**** Input records

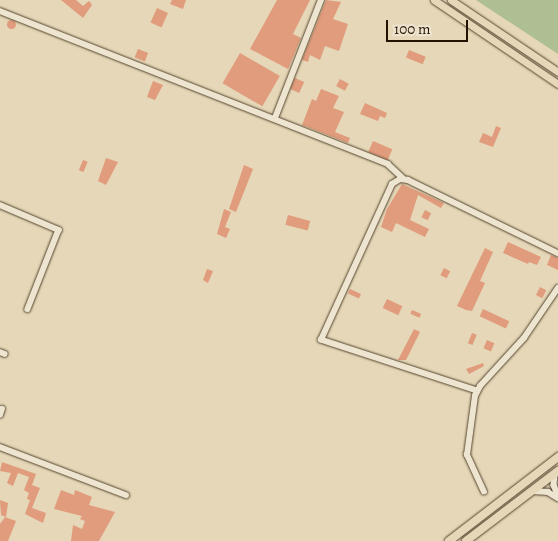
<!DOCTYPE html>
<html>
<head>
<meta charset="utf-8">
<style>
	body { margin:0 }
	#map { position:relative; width:558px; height:541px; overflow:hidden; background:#e5d7b7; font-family:Alegreya,serif }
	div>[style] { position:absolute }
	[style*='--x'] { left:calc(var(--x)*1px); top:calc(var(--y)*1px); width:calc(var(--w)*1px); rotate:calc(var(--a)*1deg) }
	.green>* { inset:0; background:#aebf93 }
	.building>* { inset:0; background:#e09c7c; transform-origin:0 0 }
	.round { border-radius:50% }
	.roads { filter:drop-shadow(0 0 1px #54432e) drop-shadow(0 0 1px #54432e) }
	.minor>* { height:5.5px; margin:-2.75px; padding:0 2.75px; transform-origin:2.75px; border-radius:2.75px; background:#eee5d0 }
	.major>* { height:7px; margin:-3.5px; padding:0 3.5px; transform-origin:3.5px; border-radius:3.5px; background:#e5d7b7 }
	.highway>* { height:8px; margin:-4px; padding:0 4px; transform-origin:4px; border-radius:4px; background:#e5d7b7 }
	span { translate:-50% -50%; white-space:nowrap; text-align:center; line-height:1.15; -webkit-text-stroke:5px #eee5d0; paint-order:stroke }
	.scale { position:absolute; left:386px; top:20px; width:82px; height:22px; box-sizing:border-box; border:2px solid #241200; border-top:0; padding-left:6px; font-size:15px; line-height:18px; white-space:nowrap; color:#241200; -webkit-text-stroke:4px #eee5d0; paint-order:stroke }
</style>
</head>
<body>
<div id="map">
	<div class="green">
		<i style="clip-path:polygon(476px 0,558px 0,558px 54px)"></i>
	</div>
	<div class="building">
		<i style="clip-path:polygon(61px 0,76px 0,83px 6px,89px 1px,92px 5px,83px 18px)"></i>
		<i style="clip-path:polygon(172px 0,186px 0,183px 9px,170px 4px)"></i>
		<i style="clip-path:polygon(277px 0,310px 0,293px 34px,301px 38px,288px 69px,250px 49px)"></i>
		<i style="clip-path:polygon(326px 0,341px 2px,333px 19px,348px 24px,339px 51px,325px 46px,320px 60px,310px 55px,308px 62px,302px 60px)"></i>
		<i style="left:157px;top:8px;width:12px;height:16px;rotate:24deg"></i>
		<i class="round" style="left:6.5px;top:19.5px;width:9px;height:9px"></i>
		<i style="left:138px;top:49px;width:11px;height:9px;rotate:22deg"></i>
		<i style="left:409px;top:50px;width:18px;height:8px;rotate:22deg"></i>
		<i style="left:240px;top:53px;width:46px;height:35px;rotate:30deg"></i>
		<i style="left:295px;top:78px;width:10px;height:12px;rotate:24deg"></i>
		<i style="left:340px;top:79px;width:10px;height:8px;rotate:29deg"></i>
		<i style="clip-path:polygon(153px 81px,163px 85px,155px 100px,147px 97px)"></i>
		<i style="clip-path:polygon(321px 89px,339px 96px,333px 108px,344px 112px,335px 132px,350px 138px,348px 143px,302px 125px,312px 99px,316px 101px)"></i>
		<i style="clip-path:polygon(365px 103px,387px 113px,385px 118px,380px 116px,378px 121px,360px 114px)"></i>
		<i style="clip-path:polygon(496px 126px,501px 128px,493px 147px,479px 142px,483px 133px,492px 137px)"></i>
		<i style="left:373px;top:141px;width:21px;height:12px;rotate:23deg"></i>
		<i style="clip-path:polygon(106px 158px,118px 162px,106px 185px,98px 181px)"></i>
		<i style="left:83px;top:160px;width:5px;height:11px;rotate:22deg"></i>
		<i style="clip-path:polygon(244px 165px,253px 169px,236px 212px,229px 209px)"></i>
		<i style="clip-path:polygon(402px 184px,444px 203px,441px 208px,418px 195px,410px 220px,429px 229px,425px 237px,396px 223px,392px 232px,381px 227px,387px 209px)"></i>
		<i style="clip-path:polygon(224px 209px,231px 212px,225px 227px,230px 229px,226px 238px,217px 234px)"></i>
		<i style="left:425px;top:210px;width:7px;height:8px;rotate:27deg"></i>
		<i style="left:288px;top:215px;width:23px;height:10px;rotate:15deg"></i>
		<i style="clip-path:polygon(508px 242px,541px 257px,537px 265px,529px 262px,528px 264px,503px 253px)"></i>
		<i style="clip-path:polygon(485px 248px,493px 252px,480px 281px,485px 283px,472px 311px,466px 310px,457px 306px)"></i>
		<i style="clip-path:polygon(551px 255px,558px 258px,558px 270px,547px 265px)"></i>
		<i style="left:444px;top:268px;width:7px;height:8px;rotate:27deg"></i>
		<i style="clip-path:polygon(207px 269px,213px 271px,208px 283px,203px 280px)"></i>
		<i style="left:540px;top:287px;width:7px;height:9px;rotate:27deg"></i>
		<i style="left:350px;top:289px;width:12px;height:5px;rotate:24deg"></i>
		<i style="left:387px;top:299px;width:17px;height:10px;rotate:25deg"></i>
		<i style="left:483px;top:309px;width:29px;height:8px;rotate:25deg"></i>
		<i style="left:412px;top:310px;width:10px;height:4px;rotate:24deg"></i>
		<i style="clip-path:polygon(414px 329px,420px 332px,406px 360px,398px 360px)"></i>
		<i style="left:472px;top:333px;width:5px;height:11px;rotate:22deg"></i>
		<i style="left:487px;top:340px;width:8px;height:9px;rotate:23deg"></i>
		<i style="clip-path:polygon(483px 363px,484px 366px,469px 374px,466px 369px)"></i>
		<i style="clip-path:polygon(2px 462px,36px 474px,32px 485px,40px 488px,32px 508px,46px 513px,43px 523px,25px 514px,30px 500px,27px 499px,29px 493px,24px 490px,29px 477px,18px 473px,13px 486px,7px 483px,11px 473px,0 471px)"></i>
		<i style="clip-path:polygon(61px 490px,74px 495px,75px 490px,92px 497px,89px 505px,115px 512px,99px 541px,71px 541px,73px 525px,82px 529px,85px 521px,80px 519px,82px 516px,54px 509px)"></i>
		<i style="clip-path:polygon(0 500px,8px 503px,6px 517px,1px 515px)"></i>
		<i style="clip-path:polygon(5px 517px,16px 521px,8px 541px,0 541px,0 524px)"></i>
	</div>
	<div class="roads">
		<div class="minor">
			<i style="--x:0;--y:11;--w:417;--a:21.5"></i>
			<i style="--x:388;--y:164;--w:21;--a:43"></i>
			<i style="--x:275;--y:118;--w:127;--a:-68.7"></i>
			<i style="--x:0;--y:205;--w:64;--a:23"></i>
			<i style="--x:59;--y:230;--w:85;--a:111.4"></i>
			<i style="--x:0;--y:352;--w:5;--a:22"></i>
			<i style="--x:477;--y:391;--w:164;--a:-161.9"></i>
			<i style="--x:321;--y:340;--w:171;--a:-65.5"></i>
			<i style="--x:392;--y:184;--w:9;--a:-32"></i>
			<i style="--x:400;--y:179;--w:8;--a:7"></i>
			<i style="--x:408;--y:180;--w:167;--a:26"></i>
			<i style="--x:0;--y:415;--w:6;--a:-72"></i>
			<i style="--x:0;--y:447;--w:135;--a:20.9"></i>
			<i style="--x:555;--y:474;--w:11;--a:95"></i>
			<i style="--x:554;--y:485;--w:11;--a:68"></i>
			<i style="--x:533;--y:491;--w:15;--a:4"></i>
			<i style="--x:548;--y:492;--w:12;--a:31"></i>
			<i style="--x:484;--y:492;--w:41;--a:-114.7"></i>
			<i style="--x:467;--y:455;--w:60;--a:-82.3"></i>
			<i style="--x:475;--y:396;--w:11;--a:-63"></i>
			<i style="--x:480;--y:386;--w:65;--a:-47.5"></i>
			<i style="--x:524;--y:338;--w:60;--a:-55.8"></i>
		</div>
		<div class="major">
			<i style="--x:434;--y:0;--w:150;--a:34.1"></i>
			<i style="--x:451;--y:0;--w:129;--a:33.9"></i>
		</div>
		<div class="highway">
			<i style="--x:449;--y:541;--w:138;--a:-37.6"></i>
			<i style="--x:466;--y:541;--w:116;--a:-37.3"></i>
		</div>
	</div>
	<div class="scale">100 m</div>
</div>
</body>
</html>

********

Exercise directions: Copy each line in the entries above where the word "font" shows up.

Response box:
	#map { position:relative; width:558px; height:541px; overflow:hidden; background:#e5d7b7; font-family:Alegreya,serif }
	.scale { position:absolute; left:386px; top:20px; width:82px; height:22px; box-sizing:border-box; border:2px solid #241200; border-top:0; padding-left:6px; font-size:15px; line-height:18px; white-space:nowrap; color:#241200; -webkit-text-stroke:4px #eee5d0; paint-order:stroke }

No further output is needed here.